Short Sale vs. Foreclosure
Thursday, February 18th, 2010I’m not a fortune teller, soothsayer, or any other predictor of the future. The economy is what it is, and shall be for at least several months from now. People have lost their jobs at an alarming rate. We read it in the paper, the web, and see and hear on radio and TV. The housing market controls the economy, they say, but I believe the economy drives the housing market. The job lost, down turn in retail sales / manufacturing, and with companies going out of business have led some of us to a place we have never been before.-Unable to afford the home we so longed to have. If you find yourself in this situation, you are definitely not alone! Sometimes the loss of the house is unavoidable due to financial concerns. It is hard to face this fact. The reality is you have some options.
Most people with a 401K can take money out without penalty to get the mortgage current or to save it from foreclosure. I didn’t know if you knew this.
Give the house back to the bank “in lieu of foreclosure” You can contact your bank and discuss this with them. This will not count as a foreclosure against you and the credit hit is not as severe. This is easier when the house is in good shape. The stays on your credit report for about 3-4 years as a rule.
Stay in the house until the dreaded forced “foreclosure” when you are actually forced out. I would say this is the most challenging and damaging to your credit. Foreclosures usually stay on your credit report for 10 years and is hard to run from. Banks do not like this to happen, because of all the legal issues that accompany it. The banks tend to be more forgiving to your credit in a short sale or just giving the house back.

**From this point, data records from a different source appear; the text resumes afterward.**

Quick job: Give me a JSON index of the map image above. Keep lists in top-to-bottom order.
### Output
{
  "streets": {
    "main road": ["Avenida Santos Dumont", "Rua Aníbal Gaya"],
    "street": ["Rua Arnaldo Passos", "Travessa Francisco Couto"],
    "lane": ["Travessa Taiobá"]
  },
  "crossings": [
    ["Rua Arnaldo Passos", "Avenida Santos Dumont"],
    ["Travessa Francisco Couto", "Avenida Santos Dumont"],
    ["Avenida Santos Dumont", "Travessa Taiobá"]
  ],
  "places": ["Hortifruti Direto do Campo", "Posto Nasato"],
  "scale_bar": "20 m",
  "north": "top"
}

The “short sale” in most cases is the best scenario. The term short sale simply means the fair market value for the house is less than the mortgage. Several things have to happen to allow this. The bank will ask for the financial information from the sellers to make sure they can not pay the full amount. In this day and age that is not hard to do. You will need a realtor to do a competitive market analysis to show the bank the true value. Then it is just a matter of marketing the house at a selling price that satisfies the buyers and the bank. The difference of the amount owed and the sold price is the short sale amount. This will hit your credit, but it is the least damaging. Credit hit is 2-3 years as a rule.
Contact a realtor and ask questions concerning your options.
Bank owned properties and short sales are the things driving down the value in the housing market. It will be this way for awhile. So, if you need to give it back or short sale it, you are not alone. Do what you need to do to help you and your family.